AssoBirra, però, non ci sta e lancia una petizione, accompagnata dal titolo: "Salva la tua birra". Una campagna che prende esempio iniziative simili in Inghilterra e in Olanda per provvedimenti di tassazione simili a quelli italiani.

L’obiettivo della campagna è mobilitare gli oltre 35 milioni di consumatori, facendo sottoscrivere una petizione sul sito www.salvalatuabirra.it e sulla piattaforma social change.org da presentare a Governo e Parlamento. A breve sarà aperta anche una pagina Facebook dedicata e un profilo twitter, oltre all’hashtag #salvalatuabirra.
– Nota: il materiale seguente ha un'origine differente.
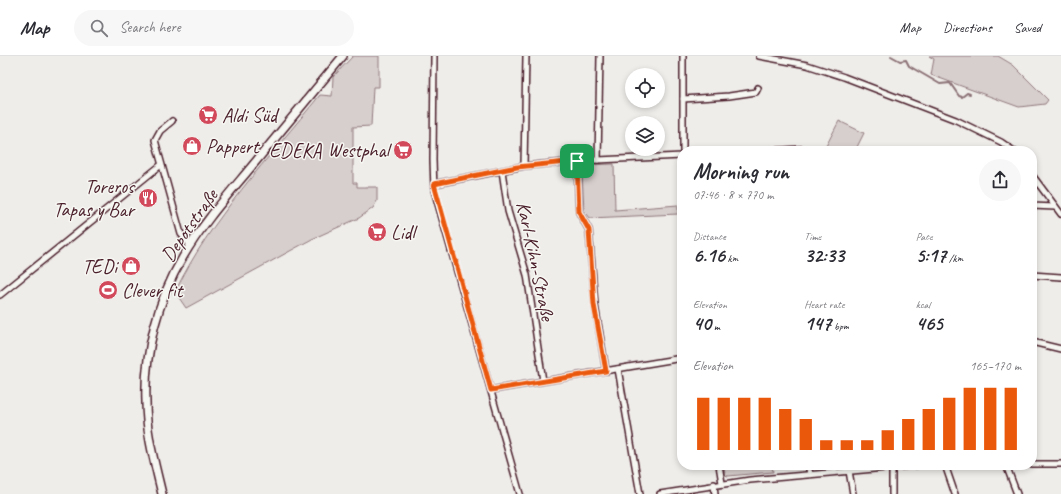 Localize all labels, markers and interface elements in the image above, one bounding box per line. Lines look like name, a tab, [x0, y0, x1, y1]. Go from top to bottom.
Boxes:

Alberto Frausin, Presidente di AssoBirra, spiega la scelta dell’associazione: “Le nostre aziende sanno che ci sono settori, come l’istruzione e la cultura, che hanno bisogno di investimenti, ma quello che chiediamo alle Istituzioni e alle forze politiche è di non continuare a trovare le risorse necessarie aumentando ancora le tasse. L’accisa – precisa Frausin – è una tassa che paga il consumatore ogni volta che beve una birra, che lo faccia in pizzeria o al bar o a casa sua. Già oggi 1 sorso su 3 va al Fisco, in pratica su una birra da 66cl da 1 euro ben 37 centesimi sono di tasse; e con i nuovi aumenti si arriverebbe a un sorso su due! Senza contare che questi aumenti rischiano di mettere in ginocchio un settore in cui operano oltre 500 aziende che danno lavoro direttamente a 4.700 persone (+4,4% rispetto al 2011), che arrivano a 144.000 se si considera l’indotto. Senza contare che, da nostre stime, l’aumento dell’accisa porterà anche ad un calo ulteriore dei consumi di birra di circa il 5-6% (consumi che sono peraltro già in calo nei primi mesi del 2013)."

C’è un’altra questione che dovrà essere affrontata: i consumi in calo.

Infatti, i finanziamenti al Decreto saranno affidati ad un settore legato al consumo e che nel 2013 ha mostrato delle flessioni. Nessuna certezza della copertura finanziaria, dunque. Obiezione già avanzata dalla Ragioneria Generale dello Stato.

Da stime AssoBirra, l’aumento dell’accisa porterà anche ad un calo ulteriore dei consumi di birra valutabile in circa -5/6%. Forse è il caso che se ne tenga conto in sede parlamentare.